Chocolate "Earthquake" CookiesPin It
This post represents the start of a little experiment here at "Oui, Chef" that we'd love for you to join in.
Here's the deal.
My wife and I bought a little bag of decadent chocolate treats at a terrific local bakery a few weeks back, and were so enamored with our find, that we immediately began a quest to figure out how to reproduce the goodies at home. Our first attempt, while tasty, was not even a poor, abused step-child of the yum we were trying to replicate. This, our second iteration, is much closer, though we still have a few issues to correct. The point of our experiment, is that we will continue to refine this recipe over time, hopefully with some input from you all, and report back regularly with our progress. With any luck, we'll develop a clone of these sinfully delicious treats soon, and all get to share in their glory.
The object of our fledgling addiction are the insanely good "Earthquake Cookies" from Sofra Bakery in Cambridge, MA. Sofra is the brainchild of one of our favorite chefs, Anna Sortun, who's restaurant Oleana has been delighting guests with her Arabic influenced foods for years. I first met Anna when she was a guest chef at a Boston University Culinary Degree program at which I was a student, and was immediately impressed with her approach to food, and obvious talent. Like me, she is a graduate of Le Cordon Bleu in Paris, though unlike me, she has gone on to become a fabulous, nationally recognized chef. Oh well..... as the French say, "c'est la vie".
Sofra, a middle eastern bakery, is Anna's latest venture, and sells some of the most original and delicious sweets you will find anywhere. Sofra's cookies are a deep, dark chocolate with a lovely cracked sugar coating (hence the earthquake name), and are so moist, the dense cakey center shines when you split into one. These are really more like fudgey round brownies than cookies. An internet search for Sofra's recipe yielded zippo, but we did find a few others out there in the vast expanse of the internet to try. Our first impostor turned out OK, but spread much thinner, were much lighter in color, and had only a fairly weak chocolate flavor. Boo.

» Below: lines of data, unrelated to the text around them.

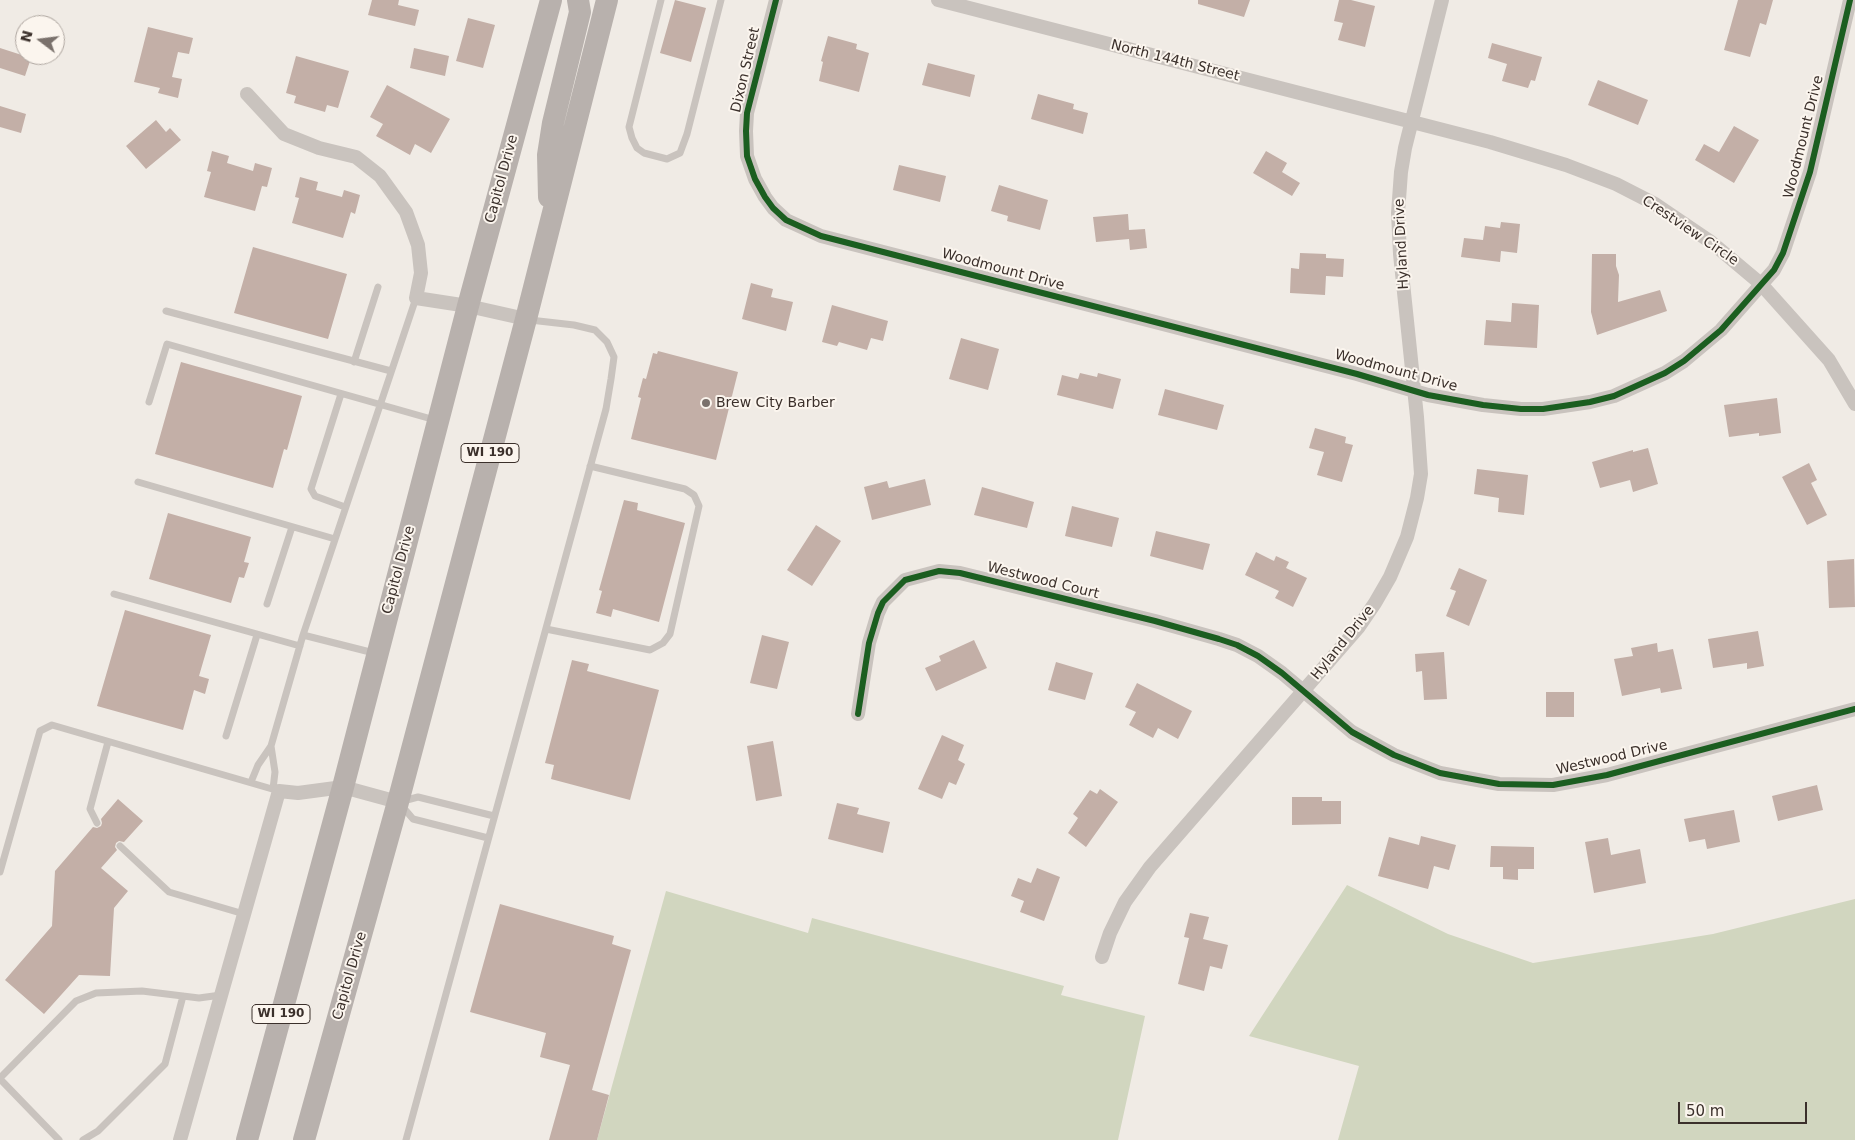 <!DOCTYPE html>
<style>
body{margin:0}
#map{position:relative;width:1855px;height:1140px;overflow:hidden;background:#f0ebe5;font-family:"DejaVu Sans",sans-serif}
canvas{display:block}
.north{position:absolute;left:15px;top:15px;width:50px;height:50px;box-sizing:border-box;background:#fbf5ee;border:1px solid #aea6a0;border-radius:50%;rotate:285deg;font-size:14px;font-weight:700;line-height:20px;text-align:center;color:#3b302b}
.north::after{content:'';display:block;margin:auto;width:18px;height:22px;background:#7a716c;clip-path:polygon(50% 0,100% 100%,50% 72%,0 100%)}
.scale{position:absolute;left:1678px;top:1102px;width:129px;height:22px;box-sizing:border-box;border:2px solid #3b302b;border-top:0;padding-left:6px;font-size:15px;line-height:18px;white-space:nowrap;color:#3b302b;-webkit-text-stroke:4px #fbf5ee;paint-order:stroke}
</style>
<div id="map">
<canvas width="1855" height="1140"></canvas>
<div class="north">N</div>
<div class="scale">50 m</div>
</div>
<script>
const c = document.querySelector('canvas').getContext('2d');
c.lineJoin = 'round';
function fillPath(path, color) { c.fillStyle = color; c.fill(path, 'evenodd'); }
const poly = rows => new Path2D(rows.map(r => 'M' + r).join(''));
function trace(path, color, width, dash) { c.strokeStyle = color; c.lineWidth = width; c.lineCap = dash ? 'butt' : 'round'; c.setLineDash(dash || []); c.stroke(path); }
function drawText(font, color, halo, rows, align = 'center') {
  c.font = font + ' "DejaVu Sans",sans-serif'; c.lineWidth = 4; c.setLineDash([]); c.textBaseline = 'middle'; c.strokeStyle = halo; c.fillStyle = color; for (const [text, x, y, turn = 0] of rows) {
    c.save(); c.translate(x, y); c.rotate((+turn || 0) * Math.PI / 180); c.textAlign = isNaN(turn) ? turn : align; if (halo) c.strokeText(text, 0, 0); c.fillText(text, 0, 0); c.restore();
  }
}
const green = poly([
 [1347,885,1448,934,1533,963,1713,934,1855,899,1855,1140,1338,1140,1359,1066,1249,1036],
 [666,891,808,933,812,918,1064,986,1061,995,1145,1016,1118,1140,597,1140]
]);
const building = poly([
 [372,0,399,0,398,5,419,10,415,26,368,15],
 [675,0,706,8,691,62,660,53],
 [1198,0,1250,0,1244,17,1198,4],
 [1339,0,1351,0,1375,6,1365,47,1338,40,1343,23,1334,21],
 [1738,0,1773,0,1766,25,1760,23,1750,57,1724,50],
 [468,18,495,25,483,68,456,61],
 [148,27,193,38,189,54,178,52,172,77,182,79,178,98,158,93,160,88,134,82],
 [828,36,857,44,856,49,869,53,859,92,819,81,823,62,821,61],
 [1492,43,1542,57,1535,81,1531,80,1528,88,1502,81,1507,64,1488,58],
 [0,48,31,58,25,76,0,68],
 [414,48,449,56,445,76,410,68],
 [296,56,349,71,338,108,327,105,325,112,294,103,296,96,286,93],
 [928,63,975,75,970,97,922,85],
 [1598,80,1648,100,1638,125,1588,105],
 [387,85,450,119,431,153,415,144,410,155,376,136,383,124,370,117],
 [1038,94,1074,104,1073,109,1088,113,1083,134,1031,119],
 [0,106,26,114,21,133,0,127],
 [156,120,166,132,170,128,181,140,146,169,126,146],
 [1734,126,1759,140,1734,183,1695,160,1704,144,1719,152],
 [212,151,229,156,227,163,253,171,255,163,272,168,267,187,262,186,255,211,204,197,211,172,207,171],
 [1266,151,1287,163,1282,172,1300,183,1292,196,1253,173],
 [899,165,946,176,940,202,893,190],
 [300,177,318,182,316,190,342,197,344,190,360,195,355,214,351,212,343,238,292,223,299,198,295,197],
 [999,185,1048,200,1040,230,1007,221,1008,216,991,211],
 [1128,214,1129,230,1145,229,1147,248,1130,250,1129,239,1096,242,1093,217],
 [1501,222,1520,224,1517,253,1501,251,1500,262,1461,257,1464,238,1483,240,1485,226,1500,228],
 [253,247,347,274,328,339,234,313],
 [1300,253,1326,254,1326,258,1344,259,1343,277,1326,276,1325,295,1290,293,1291,268,1299,269],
 [1592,254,1616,254,1616,266,1619,275,1618,302,1660,290,1667,311,1597,335,1591,312],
 [751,283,773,289,771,297,793,302,786,331,742,319],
 [1512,303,1539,305,1537,348,1484,345,1486,320,1511,322],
 [832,305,888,321,883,341,871,338,867,350,839,342,837,346,822,342],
 [961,338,999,349,988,390,949,379],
 [658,351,738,372,716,460,631,439,641,398,638,397,643,378,646,379,653,353,657,354],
 [181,362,302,396,287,450,284,449,273,488,155,454],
 [1080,373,1097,377,1098,373,1121,379,1113,409,1057,395,1062,375,1078,379],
 [1165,389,1224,405,1217,430,1158,415],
 [1777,398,1781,433,1759,436,1759,433,1729,437,1724,405],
 [1315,428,1346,437,1345,443,1353,445,1342,482,1317,475,1324,452,1309,448],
 [1648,448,1658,484,1633,492,1630,480,1600,488,1592,462,1633,450,1633,452],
 [1809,463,1817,480,1811,483,1827,515,1807,525,1782,477],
 [1477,469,1528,475,1524,515,1498,512,1499,498,1474,494],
 [925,479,931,505,872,520,864,487,887,481,889,488],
 [982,487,1034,502,1027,528,974,515],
 [624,500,638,503,637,510,685,523,659,622,613,609,611,617,596,613,602,591,599,590],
 [1072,506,1119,518,1112,547,1065,536],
 [168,513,251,537,244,562,249,563,244,578,239,577,231,603,149,579],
 [816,525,841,541,812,586,787,570],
 [1156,531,1210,544,1203,570,1150,556],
 [1256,552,1274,561,1276,556,1289,562,1286,568,1307,578,1293,607,1275,598,1279,591,1245,575],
 [1854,559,1855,607,1829,608,1827,561],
 [1459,568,1487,580,1469,626,1446,616,1456,591,1450,589],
 [125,610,211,635,199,676,209,679,205,694,194,690,183,730,97,706],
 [1758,631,1764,666,1747,669,1747,663,1713,668,1708,639],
 [762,635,789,642,777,689,750,683],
 [974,640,987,668,936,691,925,668,941,661,939,656],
 [1657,643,1658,652,1673,649,1682,689,1661,693,1660,688,1622,696,1614,659,1633,656,1631,648],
 [1444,652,1447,699,1424,700,1422,671,1416,672,1415,654],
 [572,660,589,664,587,671,659,690,630,800,551,779,554,765,545,763],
 [1056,662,1093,673,1085,700,1048,690],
 [1137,683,1192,711,1178,739,1158,728,1153,738,1129,725,1136,712,1125,707],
 [1546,692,1574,692,1574,717,1546,717],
 [942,735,964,745,958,760,965,764,956,785,949,782,942,799,918,789],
 [773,741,782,796,756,801,747,746],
 [1817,785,1823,810,1778,821,1772,796],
 [1100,789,1118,802,1086,847,1068,833,1078,818,1073,814,1090,790,1097,794],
 [1292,797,1322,797,1322,801,1341,801,1341,824,1292,825],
 [118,799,143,821,124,842,119,841,116,843,115,847,117,850,101,868,128,891,114,908,110,976,79,975,44,1014,5,980,52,926,55,871,93,827,97,828,101,826,102,823,101,819],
 [837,803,859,808,857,814,890,822,883,853,828,839],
 [1734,810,1740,842,1707,849,1705,839,1689,842,1684,819],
 [1421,836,1456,845,1449,870,1434,866,1428,889,1378,876,1389,837,1419,845],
 [1608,838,1611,855,1640,849,1646,883,1594,893,1585,842],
 [1491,846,1534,847,1534,869,1518,869,1518,880,1503,879,1503,867,1490,867],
 [1037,868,1060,877,1044,921,1020,912,1024,901,1011,896,1018,878,1031,883],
 [500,904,614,936,612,944,631,950,592,1090,609,1095,597,1140,549,1140,570,1065,540,1057,546,1033,470,1012],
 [1190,913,1209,917,1203,939,1228,945,1222,969,1210,966,1204,991,1178,984,1189,938,1184,937]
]);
const lane = poly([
 [661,0,629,127,632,138,637,148,644,153,667,159,680,153,687,134,721,0],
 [166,311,391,371],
 [354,362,378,287],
 [341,394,311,489,315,496,345,507],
 [149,402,167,344,435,420],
 [138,482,335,539],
 [114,594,300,646],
 [267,604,292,527],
 [546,629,650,650,663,643,670,634,699,506,694,495,685,489,590,466],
 [303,635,374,653],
 [226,736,257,635],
 [271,746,303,635,416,298],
 [251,782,258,765,271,746,275,772,273,789],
 [403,801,418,797,494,816],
 [402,806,413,819,488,838],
 [97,823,90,809,108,742],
 [120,846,169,892,244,914],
 [0,872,40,731,52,725,279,791],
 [0,1078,76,1001,96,993,142,991,199,998,221,995],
 [0,1079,59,1140],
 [83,1140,98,1131,165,1064,183,996],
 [406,1140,606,409,611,379,614,357,607,342,595,330,574,325,530,320]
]);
const street = poly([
 [776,0,747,113,746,131,747,156,755,179,765,197,773,208,786,220,821,236,1357,374,1428,395,1483,405,1521,409,1543,409,1590,402,1614,396,1665,373,1684,361,1721,330,1774,270,1783,253,1810,172,1850,0],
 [938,0,1490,142,1566,165,1616,184,1655,204,1711,242,1761,284,1829,360,1855,404],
 [247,94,284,134,319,148,356,157,380,176,406,212,418,245,421,273,416,298,468,306,526,319],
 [858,714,869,643,878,613,883,602,905,580,939,571,960,573,1155,621,1219,639,1237,645,1258,656,1282,673,1352,732,1394,755,1440,773,1499,784,1553,785,1607,775,1855,709],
 [1102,957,1110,933,1125,902,1150,867,1358,628,1375,603,1390,577,1407,537,1417,498,1421,474,1417,417,1400,254,1398,213,1401,172,1405,148,1442,0],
 [180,1140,279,791,298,793,343,787,398,802]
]);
const primary = poly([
 [549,197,548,155,553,123,580,12,578,0],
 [247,1140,343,787,468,306,551,0],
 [304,1140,398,802,526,319,607,0]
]);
const cycleway = poly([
 [776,0,747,113,746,131,747,156,755,179,765,197,773,208,786,220,821,236,1357,374,1428,395,1483,405,1521,409,1543,409,1590,402,1614,396,1665,373,1684,361,1721,330,1774,270,1783,253,1810,172,1850,0],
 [858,714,869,643,878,613,883,602,905,580,939,571,960,573,1155,621,1219,639,1237,645,1258,656,1282,673,1352,732,1394,755,1440,773,1499,784,1553,785,1607,775,1855,709]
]);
const markers = [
 [706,403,5,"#7a716c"]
];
const shields = [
 [490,453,58],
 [281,1014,58]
];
const shieldNames = [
 ["WI 190",490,453],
 ["WI 190",281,1014]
];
const streetNames = [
 ["North 144th Street",1175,61,14],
 ["Dixon Street",746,70,-77],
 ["Woodmount Drive",1804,137,-76],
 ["Capitol Drive",502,179,-75],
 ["Crestview Circle",1690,231,34],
 ["Hyland Drive",1402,244,-93],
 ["Woodmount Drive",1003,270,15],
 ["Woodmount Drive",1396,371,15],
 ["Capitol Drive",399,570,-75],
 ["Westwood Court",1043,581,14],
 ["Hyland Drive",1343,643,-51],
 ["Westwood Drive",1612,758,-13],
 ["Capitol Drive",350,976,-74]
];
const poiNames = [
 ["Brew City Barber",716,403]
];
fillPath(green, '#d1d6bf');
fillPath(building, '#c3afa7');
trace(lane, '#c9c3be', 7);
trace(street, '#c9c3be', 14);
trace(primary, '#b8b1ad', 22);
trace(cycleway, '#1b5e20', 6);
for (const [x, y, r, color] of markers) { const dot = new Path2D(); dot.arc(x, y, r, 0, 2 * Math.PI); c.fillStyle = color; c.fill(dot); trace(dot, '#fbf5ee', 2); }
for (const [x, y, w] of shields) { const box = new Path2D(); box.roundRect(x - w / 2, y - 9.5, w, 19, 4); c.fillStyle = '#fbf5ee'; c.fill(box); trace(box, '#3b302b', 1); }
drawText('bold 12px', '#3b302b', null, shieldNames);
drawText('14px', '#3b302b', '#fbf5ee', streetNames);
drawText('14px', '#3b302b', '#fbf5ee', poiNames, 'left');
</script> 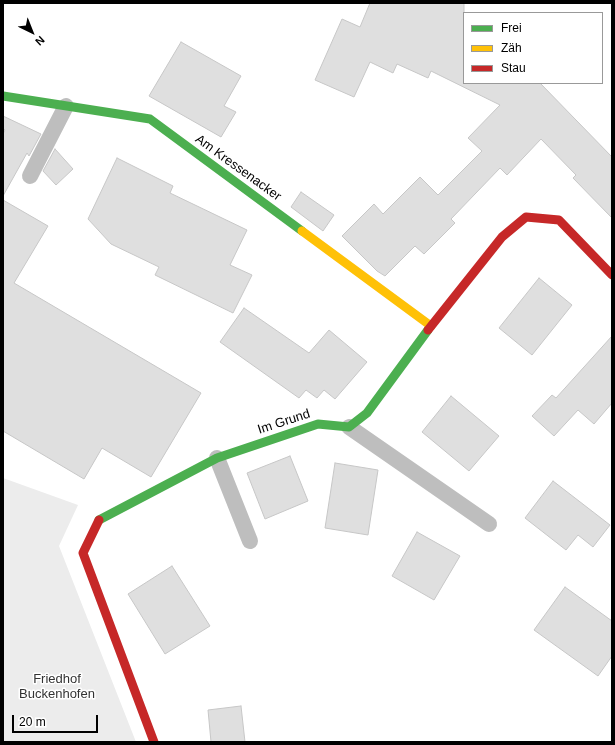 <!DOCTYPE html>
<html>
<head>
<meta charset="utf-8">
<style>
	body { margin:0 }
	#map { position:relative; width:615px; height:745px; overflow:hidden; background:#fff; font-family:Helvetica,sans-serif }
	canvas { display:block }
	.frame { position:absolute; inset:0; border:4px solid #000; pointer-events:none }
	.legend { position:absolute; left:463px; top:12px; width:140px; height:72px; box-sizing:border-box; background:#fff; border:1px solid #999; margin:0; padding:5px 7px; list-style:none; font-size:12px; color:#000 }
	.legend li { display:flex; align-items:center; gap:8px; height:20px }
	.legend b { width:20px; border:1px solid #999 }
	.north { position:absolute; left:12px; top:12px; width:40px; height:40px; -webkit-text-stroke:3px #fff; paint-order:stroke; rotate:137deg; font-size:11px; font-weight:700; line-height:16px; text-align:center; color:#000 }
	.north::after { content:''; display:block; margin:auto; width:14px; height:18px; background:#000; clip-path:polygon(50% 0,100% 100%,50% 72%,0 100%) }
	.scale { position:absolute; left:12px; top:715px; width:86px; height:18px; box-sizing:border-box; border:2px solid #000; border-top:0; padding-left:5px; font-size:12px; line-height:14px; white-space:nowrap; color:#000; -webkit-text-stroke:3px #fff; paint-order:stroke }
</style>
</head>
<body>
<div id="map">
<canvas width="615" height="745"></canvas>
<div class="frame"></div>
<ul class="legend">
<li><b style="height:5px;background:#4caf50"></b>Frei</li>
<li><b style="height:5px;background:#ffc107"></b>Zäh</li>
<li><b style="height:5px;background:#c62828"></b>Stau</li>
</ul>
<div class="north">N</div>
<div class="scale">20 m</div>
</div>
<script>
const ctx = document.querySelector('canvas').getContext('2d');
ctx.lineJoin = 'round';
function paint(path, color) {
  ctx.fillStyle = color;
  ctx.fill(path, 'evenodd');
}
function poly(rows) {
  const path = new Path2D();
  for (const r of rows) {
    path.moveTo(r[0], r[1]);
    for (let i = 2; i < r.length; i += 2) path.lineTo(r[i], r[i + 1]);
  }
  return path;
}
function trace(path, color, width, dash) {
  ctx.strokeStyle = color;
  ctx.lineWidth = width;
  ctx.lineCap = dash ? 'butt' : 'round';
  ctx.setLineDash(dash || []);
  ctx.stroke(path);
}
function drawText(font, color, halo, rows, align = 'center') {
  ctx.font = font + ' Helvetica,sans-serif';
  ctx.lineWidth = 3;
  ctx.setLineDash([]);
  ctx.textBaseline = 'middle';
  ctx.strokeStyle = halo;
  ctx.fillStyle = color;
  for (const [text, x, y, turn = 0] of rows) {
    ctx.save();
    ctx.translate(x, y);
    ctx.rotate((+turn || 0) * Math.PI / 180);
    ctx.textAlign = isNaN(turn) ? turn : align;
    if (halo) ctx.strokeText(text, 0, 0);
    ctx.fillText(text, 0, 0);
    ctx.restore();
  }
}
paint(poly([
	[3,478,78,505,59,546,136,742,3,742]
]), '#ececec');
const building = poly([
	[370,3,464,3,464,83,540,83,612,157,612,218,573,178,576,175,541,139,507,175,500,168,451,219,455,223,424,254,415,246,385,276,377,271,342,236,374,204,383,214,420,177,438,195,482,151,468,138,500,105,431,71,428,78,397,64,393,73,370,62,354,97,315,80,342,19,360,27,370,3],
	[181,42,241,76,224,106,236,112,221,137,149,96,181,42],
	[3,116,41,134,29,156,27,153,3,196,3,134,5,130,3,128,3,116],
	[55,149,73,169,56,185,43,171,55,149],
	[117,158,173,186,170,193,247,230,230,265,252,275,233,313,155,275,159,267,111,244,88,219,117,158],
	[301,192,334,215,323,231,291,207,301,192],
	[3,200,48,226,14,283,201,393,151,477,102,448,84,479,3,431,3,200],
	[539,278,572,305,532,355,499,328,539,278],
	[244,308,309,353,329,330,367,362,335,399,324,390,317,398,306,390,299,398,220,342,244,308],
	[612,336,612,403,594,424,578,410,554,436,532,416,552,395,556,398,612,336],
	[451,396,499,436,469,471,422,432,451,396],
	[290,456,308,501,265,519,247,473,290,456],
	[335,463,378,470,368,535,325,528,335,463],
	[553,481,610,525,593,547,578,535,566,550,525,518,553,481],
	[417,532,460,556,434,600,392,576,417,532],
	[172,566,210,626,165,654,128,594,172,566],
	[565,587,612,621,612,656,598,676,534,630,565,587],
	[241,706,245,742,211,742,208,710,241,706]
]);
paint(building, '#dfdfdf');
trace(building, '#c7c7c7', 1);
trace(poly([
	[30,176,66,106],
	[349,427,489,524],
	[217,458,250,541]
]), '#bebebe', 16);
trace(poly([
	[3,96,150,119,302,231],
	[99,520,217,458,318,424,349,427,367,413,428,330]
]), '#4caf50', 9);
trace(poly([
	[302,231,431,326]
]), '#ffc107', 9);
trace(poly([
	[428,330,502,237,526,217,559,220,612,275],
	[99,520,83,553,154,742]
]), '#c62828', 9);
drawText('13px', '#000', '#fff', [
	["Am Kressenacker",238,168,36],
	["Im Grund",284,422,-18]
]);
drawText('13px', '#333', '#fff', [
	["Friedhof",57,679],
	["Buckenhofen",57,694]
]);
</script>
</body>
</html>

Our second attempt is this one, and represents a slight alteration of a recipe from pastry chef Jan Purdy of Marché Restaurant in LA. The original calls for 6 tablespoons of rum, but in an effort to intensify the chocolate flavor, we decided to substitute some dark brewed coffee instead. In fact, to give them a real kick, we added 5 tablespoons of brewed coffee and 2 teaspoons of Trablit, a coffee extract I bought while overseas. The resulting cookies are totally addictive, and differ from Sofra's in only two ways. The first is the more "mocha" flavor from our addition of coffee, the second is that the Sofra quakes were just a tad moister inside, remember how I said they glistened?
Many people would probably stop at this point, feeling that they had created a nearly perfect cookie, but we'd love to be able to truly replicate the ones from Sofra. We like the addition of the coffee flavor, but will continue to work these to see is we can UP the moisture factor of the finished cookie. I'm thinking that our next batch may use 2 teaspoons of trablit, and sub either oil or butter for the 5 tablespoons of brewed coffee we used in order to increase the fat content, and deliver us a moister cookie.
Anyone else have any ideas that they think would help? If so, please let us know, and in the meantime enjoy our mocha version of this classic cookie. Cheers - S.
Mocha Earthquake Cookies
Inspired by: Pastry chef Jan Purdy of Marché Restaurant
Makes: 3 dozen
- 12 ounces bittersweet chocolate (68% or higher)
- 5 tablespoons black coffee
- 2 teaspoons Trablit (or other coffee extract)
- 1 cup finely ground almonds
- 1/2 cup plus 2 tablespoons all purpose flour
- 3/4 teaspoon baking powder
- 3 eggs
- 1/3 cup sugar
- 4 tablespoons unsalted butter
To coat the cookies:
- 3/4 cup sugar
- 3/4 cup powdered sugar
1. Preheat the oven to 325 ℉. Melt the chocolate and butter over a double boiler or in short 30-second intervals in a microwave, stirring often.
2. In a medium bowl, combine the ground almonds, flour and baking powder and set aside. In a standing mixer with a whisk attachment, beat the eggs and sugar at high speed until thick, pale ribbons form, about 5 minutes.
3. Pour the coffee and trablit into the chocolate mixture and stir to combine, then add to the egg mixture. Mix to combine, then add the dry ingredients, whisking briefly until combined. The batter will be thin. Chill the batter until it's solid, about 2-3 hours.
4. Place the remaining sugar and powdered sugar into separate bowls. Using a 1-inch ice cream scoop, scoop the chilled batter into round balls, rolling them between your palms until nice and smooth. Roll the balls first in the plain sugar and then in the powdered sugar to coat thoroughly. Place on a baking sheet, leaving a few inches between balls of dough.
5. Bake the cookies for about 17-18 minutes, or until cracked open on the surface, firm in texture but still soft to the touch in the center.